Imagine if life was a stage and, at any given moment, each of our particular lives was a performance on that stage.  There is both a freedom and an entrapment to this.  The freedom lies in how a “performance” is never fixed and there is always the possibility of invention.  The entrapment lies in the role we find ourselves playing in relationship to both the audience (for example, broader society) and those we share the stage with (for example, our family members).  It is as if our lives have handed us a script that we, before we even make it to adulthood, know far too well.  We run the risk of just playing out this script over and over again, even when “new actors” arrive on our stage.  It is in our families of origin that we have rehearsed this play until it is no longer “play” at all.  We cease to experiment, to some extent, with who or what we could be.  Therapy can be a way for us to “play” again with the idea of our selves.  The problem is, as Phillips puts it, that we’ve judged ourselves before we have found out who we really are.  Psychotherapy is permissive in that it, hopefully, suspends this judgment.  But it is in our struggles, as therapists, to suspend judgment that therapy risks impotency.  All too often we are too impartial in our attempts to intervene in the forces (internal or external) that cause trouble in people’s lives.  How many times should we sit back and watch Humpty Dumpty fall?  I told a client the other day that I can’t sit back and watch him continue to fuck up his life like this.  It squanders his money and my time.  In that moment, I felt that this was the most ethical thing to do.  Doing so, however, runs the risk of placing pressure on the client to be someone on behalf of the therapy.  There is no freedom in that.

Herein lies the delicateness of the therapeutic relationship:  If I am going to try and describe you back to yourself; especially the parts you either can’t see or don’t want to see; this requires a certain frankness on my behalf.  I think I owe it to you to try and help with embarking on the difficult process of integrating the things you have been denying without making too quick a presumption about what those things are.  Because these are usually the things that get in the way of a future version of yourself that you would most likely prefer to be.  It is a gradual, intensive, sometimes uncomfortable but never sardonic process.  It is, however, difficult not to come across like it is the work of therapy to tell you who or how to be.  Or to shame the parts of you that you are already trying to hide from view (consciously or unconsciously).  After all, who decides and how do we decide what is an acceptable way to live our lives?

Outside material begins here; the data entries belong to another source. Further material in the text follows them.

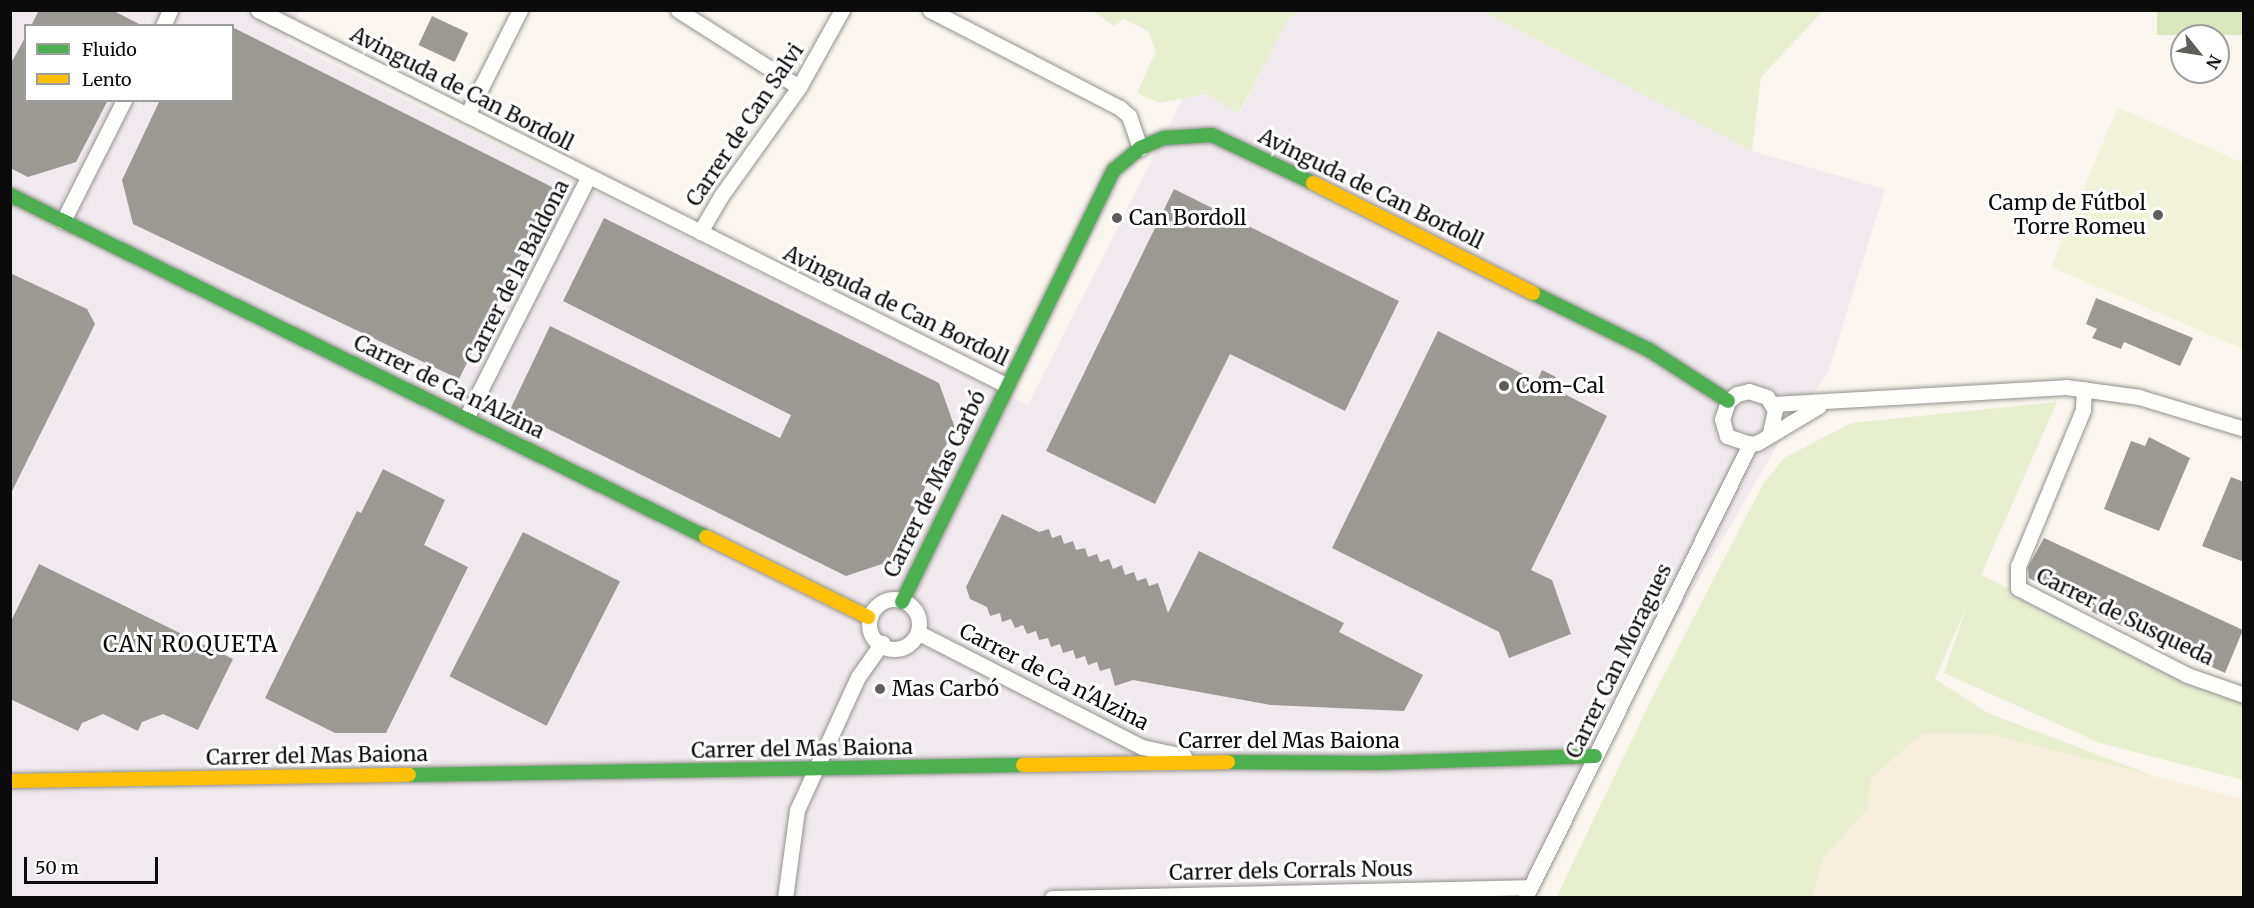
<!DOCTYPE html>
<meta charset="utf-8">
<style>
body{margin:0}
#map{position:relative;width:2254px;height:908px;overflow:hidden;background:#faf6ef;font-family:Merriweather,serif}
div>[style]{position:absolute}
[style*='--x']{left:calc(var(--x)*1px);top:calc(var(--y)*1px);width:calc(var(--w)*1px);rotate:calc(var(--a)*1deg)}
.industrial>*{inset:0;background:#f0e9ed}
.farmland>*{inset:0;background:#f7efdb}
.green>*{inset:0;background:#e8efcf}
.forest>*{inset:0;background:#dae6bc;transform-origin:0 0}
.pitch>*{inset:0;background:#f1f3d8}
.building>*{inset:0;background:#9c9995;transform-origin:0 0}
.roads{filter:drop-shadow(0 0 2px #93918e) drop-shadow(0 0 2px #93918e)}
.street>*{height:15px;margin:-7.5px;padding:0 7.5px;transform-origin:7.5px;border-radius:7.5px;background:#fefefd}
.street>.ring{margin:-7.5px;padding:0;box-sizing:content-box;background:none;border:15px solid #fefefd;border-radius:50%}
.fast>*{height:14px;margin:-7px;padding:0 7px;transform-origin:7px;border-radius:7px;background:#4caf50}
.slow>*{height:14px;margin:-7px;padding:0 7px;transform-origin:7px;border-radius:7px;background:#ffc107}
.dots>*{width:16px;height:16px;translate:-50% -50%;box-sizing:border-box;border:3px solid #fff;border-radius:50%}
span{translate:-50% -50%;white-space:nowrap;text-align:center;line-height:1.15;-webkit-text-stroke:6px #fff;paint-order:stroke}
.street-label{font-size:21px;color:#0b0b0b}
.poi-label{font-size:21px;color:#0b0b0b}
.right{translate:-100% -50%;text-align:right}
.left{translate:0 -50%;text-align:left}
.neighbourhood-label{font-size:22px;color:#0b0b0b;letter-spacing:1.5px}
.frame{position:absolute;inset:0;border:12px solid #0b0b0b;pointer-events:none}
.legend{position:absolute;left:24px;top:24px;width:210px;height:78px;box-sizing:border-box;background:#fff;border:2px solid #9d9d9d;margin:0;padding:8px 10px;list-style:none;font-size:18px;color:#0b0b0b}
.legend li{display:flex;align-items:center;gap:12px;height:30px}
.legend b{width:30px;border:2px solid #9d9d9d}
.north{position:absolute;left:2170px;top:24px;width:60px;height:60px;box-sizing:border-box;background:#fff;border:2px solid #9d9d9d;border-radius:50%;rotate:120deg;font-size:16px;font-weight:700;line-height:24px;text-align:center;color:#0b0b0b}
.north::after{content:'';display:block;margin:auto;width:21px;height:27px;background:#5f5d5b;clip-path:polygon(50% 0,100% 100%,50% 72%,0 100%)}
.scale{position:absolute;left:24px;top:857px;width:134px;height:27px;box-sizing:border-box;border:3px solid #0b0b0b;border-top:0;padding-left:8px;font-size:18px;line-height:21px;white-space:nowrap;color:#0b0b0b;-webkit-text-stroke:4px #fff;paint-order:stroke}
</style>
<div id="map">
<div class="industrial">
<i style="clip-path:polygon(evenodd,10px 11px,300px 11px,286px 41px,1028px 405px,1183px 98px,1206px 94px,1240px 113px,1288px 19px,1301px 11px,1482px 11px,1752px 151px,1885px 189px,1828px 373px,1779px 442px,1514px 897px,11px 897px,10px 11px,26px 26px,232px 26px,232px 100px,26px 100px,26px 26px)"></i>
</div>
<div class="farmland">
<i style="clip-path:polygon(1923px 733px,1990px 734px,2243px 799px,2243px 897px,1812px 898px,1824px 857px,1867px 810px,1871px 778px)"></i>
</div>
<div class="green">
<i style="clip-path:polygon(1093px 11px,1301px 11px,1288px 19px,1239px 113px,1206px 94px,1160px 103px,1137px 93px,1156px 51px,1148px 31px,1124px 19px,1114px 26px)"></i>
<i style="clip-path:polygon(1482px 11px,1823px 11px,1761px 77px,1752px 151px)"></i>
<i style="clip-path:polygon(2057px 402px,1981px 575px,2243px 701px,2243px 780px,2100px 743px,1944px 673px,1969px 601px,1935px 679px,1988px 713px,2154px 776px,1990px 734px,1923px 733px,1871px 778px,1867px 810px,1824px 857px,1812px 897px,1556px 898px,1652px 698px,1763px 484px,1784px 458px,1851px 423px)"></i>
</div>
<div class="forest">
<i style="left:2157px;top:11px;width:86px;height:24px"></i>
</div>
<div class="pitch">
<i style="clip-path:polygon(2118px 107px,2243px 163px,2243px 349px,2051px 267px)"></i>
</div>
<div class="building">
<i style="clip-path:polygon(39px 10px,112px 10px,143px 26px,31px 26px)"></i>
<i style="left:432px;top:16px;width:40px;height:32px;rotate:25deg"></i>
<i style="clip-path:polygon(232px 27px,554px 188px,459px 379px,133px 224px,122px 180px,160px 100px,232px 100px)"></i>
<i style="clip-path:polygon(26px 36px,26px 100px,108px 100px,76px 162px,28px 177px,10px 168px,10px 65px)"></i>
<i style="clip-path:polygon(1174px 189px,1399px 301px,1345px 411px,1230px 354px,1155px 504px,1046px 451px)"></i>
<i style="clip-path:polygon(604px 218px,939px 383px,955px 428px,888px 562px,846px 576px,510px 410px,550px 326px,780px 438px,791px 415px,563px 301px)"></i>
<i style="clip-path:polygon(10px 273px,87px 309px,95px 324px,10px 495px)"></i>
<i style="clip-path:polygon(2096px 298px,2193px 338px,2180px 366px,2124px 342px,2121px 349px,2092px 338px,2097px 329px,2086px 324px)"></i>
<i style="clip-path:polygon(1438px 331px,1537px 381px,1542px 370px,1556px 377px,1551px 387px,1607px 416px,1531px 570px,1552px 580px,1571px 634px,1509px 658px,1499px 632px,1332px 548px)"></i>
<i style="clip-path:polygon(2149px 437px,2190px 458px,2159px 531px,2104px 509px,2131px 441px,2145px 446px)"></i>
<i style="clip-path:polygon(383px 469px,445px 500px,424px 545px,468px 567px,386px 733px,335px 733px,265px 698px,357px 511px,361px 513px)"></i>
<i style="clip-path:polygon(2231px 477px,2244px 482px,2244px 562px,2202px 546px)"></i>
<i style="clip-path:polygon(1002px 514px,1039px 532px,1049px 529px,1052px 538px,1061px 535px,1064px 544px,1073px 541px,1076px 550px,1085px 548px,1088px 557px,1097px 554px,1100px 562px,1109px 559px,1113px 569px,1122px 565px,1125px 575px,1134px 572px,1137px 581px,1146px 578px,1149px 586px,1158px 583px,1168px 613px,1199px 551px,1344px 623px,1339px 632px,1423px 675px,1404px 711px,1271px 705px,1133px 680px,1115px 686px,1110px 668px,1100px 671px,1097px 662px,1088px 665px,1085px 656px,1076px 659px,1073px 650px,1063px 653px,1060px 644px,1051px 647px,1048px 638px,1039px 640px,1036px 631px,1027px 634px,1023px 625px,1015px 628px,1011px 619px,1002px 622px,1000px 613px,990px 616px,987px 607px,970px 599px,966px 587px)"></i>
<i style="left:523px;top:532px;width:109px;height:162px;rotate:27deg"></i>
<i style="clip-path:polygon(2044px 538px,2243px 630px,2225px 673px,2100px 616px,2029px 578px,2028px 567px)"></i>
<i style="clip-path:polygon(39px 564px,233px 659px,198px 730px,163px 714px,142px 722px,138px 731px,103px 714px,82px 723px,78px 731px,10px 699px,10px 623px)"></i>
</div>
<div class="roads">
<div class="street">
<i style="--x:258;--y:10;--w:837;--a:26.63"></i>
<i style="--x:678;--y:10;--w:143;--a:32.5"></i>
<i style="--x:930;--y:10;--w:214;--a:27.3"></i>
<i style="--x:1120;--y:108;--w:12;--a:42"></i>
<i style="--x:1129;--y:116;--w:34;--a:71"></i>
<i style="--x:163;--y:26;--w:17;--a:-66"></i>
<i style="--x:467;--y:115;--w:118;--a:-63.2"></i>
<i style="--x:63;--y:221;--w:136;--a:-63.2"></i>
<i style="--x:700;--y:232;--w:42;--a:-59.7"></i>
<i style="--x:721;--y:196;--w:134;--a:-54.4"></i>
<i style="--x:799;--y:87;--w:88;--a:-60.8"></i>
<i style="--x:2084;--y:389;--w:21;--a:93"></i>
<i style="--x:2083;--y:410;--w:169;--a:112.6"></i>
<i style="--x:2018;--y:566;--w:22;--a:90"></i>
<i style="--x:2018;--y:588;--w:190;--a:27.2"></i>
<i style="--x:2187;--y:675;--w:60;--a:19.3"></i>
<i style="--x:1773;--y:404;--w:293;--a:-3.3"></i>
<i style="--x:2066;--y:387;--w:74;--a:7.8"></i>
<i style="--x:2139;--y:397;--w:110;--a:16.9"></i>
<i style="--x:466;--y:418;--w:271;--a:-63.1"></i>
<i style="--x:1770;--y:433;--w:24;--a:-78"></i>
<i style="--x:1775;--y:410;--w:15;--a:-122"></i>
<i style="--x:1767;--y:397;--w:19;--a:-162"></i>
<i style="--x:1749;--y:391;--w:12;--a:166"></i>
<i style="--x:1737;--y:394;--w:11;--a:142"></i>
<i style="--x:1728;--y:401;--w:19;--a:108"></i>
<i style="--x:1722;--y:419;--w:18;--a:74"></i>
<i style="--x:1727;--y:436;--w:24;--a:19"></i>
<i style="--x:1750;--y:444;--w:7;--a:-8"></i>
<i style="--x:1757;--y:443;--w:72;--a:-30.8"></i>
<i class="ring" style="left:869px;top:599px;width:35px;height:35px"></i>
<i style="--x:919;--y:633;--w:250;--a:27.1"></i>
<i style="--x:1142;--y:747;--w:43;--a:12.1"></i>
<i style="--x:785;--y:898;--w:89;--a:-82.2"></i>
<i style="--x:797;--y:810;--w:146;--a:-65.4"></i>
<i style="--x:858;--y:677;--w:42;--a:-54.8"></i>
<i style="--x:1052;--y:898;--w:478;--a:-1.3"></i>
<i style="--x:1525;--y:898;--w:507;--a:-63.64"></i>
</div>
<div class="fast">
<i style="--x:10;--y:195;--w:775;--a:26.17"></i>
<i style="--x:1533;--y:293;--w:129;--a:26.2"></i>
<i style="--x:1649;--y:350;--w:94;--a:32.8"></i>
<i style="--x:902;--y:602;--w:481;--a:-63.9"></i>
<i style="--x:1114;--y:170;--w:34;--a:-40"></i>
<i style="--x:1140;--y:148;--w:26;--a:-23"></i>
<i style="--x:1164;--y:138;--w:48;--a:-3.6"></i>
<i style="--x:1212;--y:135;--w:112;--a:25.4"></i>
<i style="--x:1228;--y:762;--w:148;--a:0.4"></i>
<i style="--x:1376;--y:763;--w:219;--a:-1.8"></i>
<i style="--x:409;--y:775;--w:614;--a:-0.93"></i>
</div>
<div class="slow">
<i style="--x:1313;--y:183;--w:246;--a:26.6"></i>
<i style="--x:706;--y:537;--w:181;--a:26.3"></i>
<i style="--x:1023;--y:765;--w:205;--a:-0.8"></i>
<i style="--x:10;--y:781;--w:399;--a:-0.9"></i>
</div>
</div>
<div class="dots">
<i style="left:2158px;top:215px;background:#5f5d5b"></i>
<i style="left:1117px;top:218px;background:#5f5d5b"></i>
<i style="left:1504px;top:386px;background:#5f5d5b"></i>
<i style="left:880px;top:689px;background:#5f5d5b"></i>
</div>
<div class="street-label">
<span style="left:462px;top:89px;rotate:27deg">Avinguda de Can Bordoll</span>
<span style="left:745px;top:125px;rotate:-56deg">Carrer de Can Salvi</span>
<span style="left:1371px;top:189px;rotate:26deg">Avinguda de Can Bordoll</span>
<span style="left:517px;top:272px;rotate:-63deg">Carrer de la Baldona</span>
<span style="left:896px;top:306px;rotate:26deg">Avinguda de Can Bordoll</span>
<span style="left:449px;top:387px;rotate:26deg">Carrer de Ca n'Alzina</span>
<span style="left:935px;top:484px;rotate:-64deg">Carrer de Mas Carbó</span>
<span style="left:2125px;top:617px;rotate:26deg">Carrer de Susqueda</span>
<span style="left:1619px;top:661px;rotate:-64deg">Carrer Can Moragues</span>
<span style="left:1054px;top:677px;rotate:27deg">Carrer de Ca n'Alzina</span>
<span style="left:1289px;top:741px">Carrer del Mas Baiona</span>
<span style="left:802px;top:749px;rotate:-1deg">Carrer del Mas Baiona</span>
<span style="left:317px;top:756px;rotate:-1deg">Carrer del Mas Baiona</span>
<span style="left:1291px;top:871px;rotate:-1deg">Carrer dels Corrals Nous</span>
</div>
<div class="poi-label">
<span class="right" style="left:2146px;top:215px">Camp de Fútbol<br>Torre Romeu</span>
<span class="left" style="left:1129px;top:218px">Can Bordoll</span>
<span class="left" style="left:1516px;top:386px">Com-Cal</span>
<span class="left" style="left:892px;top:689px">Mas Carbó</span>
</div>
<div class="neighbourhood-label">
<span style="left:191px;top:645px">CAN ROQUETA</span>
</div>
<div class="frame"></div>
<ul class="legend">
<li><b style="height:8px;background:#4caf50"></b>Fluido</li>
<li><b style="height:8px;background:#ffc107"></b>Lento</li>
</ul>
<div class="north">N</div>
<div class="scale">50 m</div>
</div>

To answer this question is to ask, “Who do you want to be?”  I believe that any relationship that is good for us (not just therapy) should be excited about the answer to this question.  Most of the time, people have an idea of the lives they want to be living but aspects of the lives they have already lived (and therefore aspects of who they believe they are) get in their way.  Therapy is, therefore, a process of getting you out of our own way.  And, to achieve this, we must first know who you think you actually are and how you came to think that.

Ultimately, a therapy room should have enough seats for the full stage performance of who you are: your sometimes broken self; your often more fixed self; the past versions of yourself; imagined future selves; and all the people that have had a significant role on the stage with you.  But, the actual process is much simpler than we might think.  You just have to have the courage to show up every week and face your own life.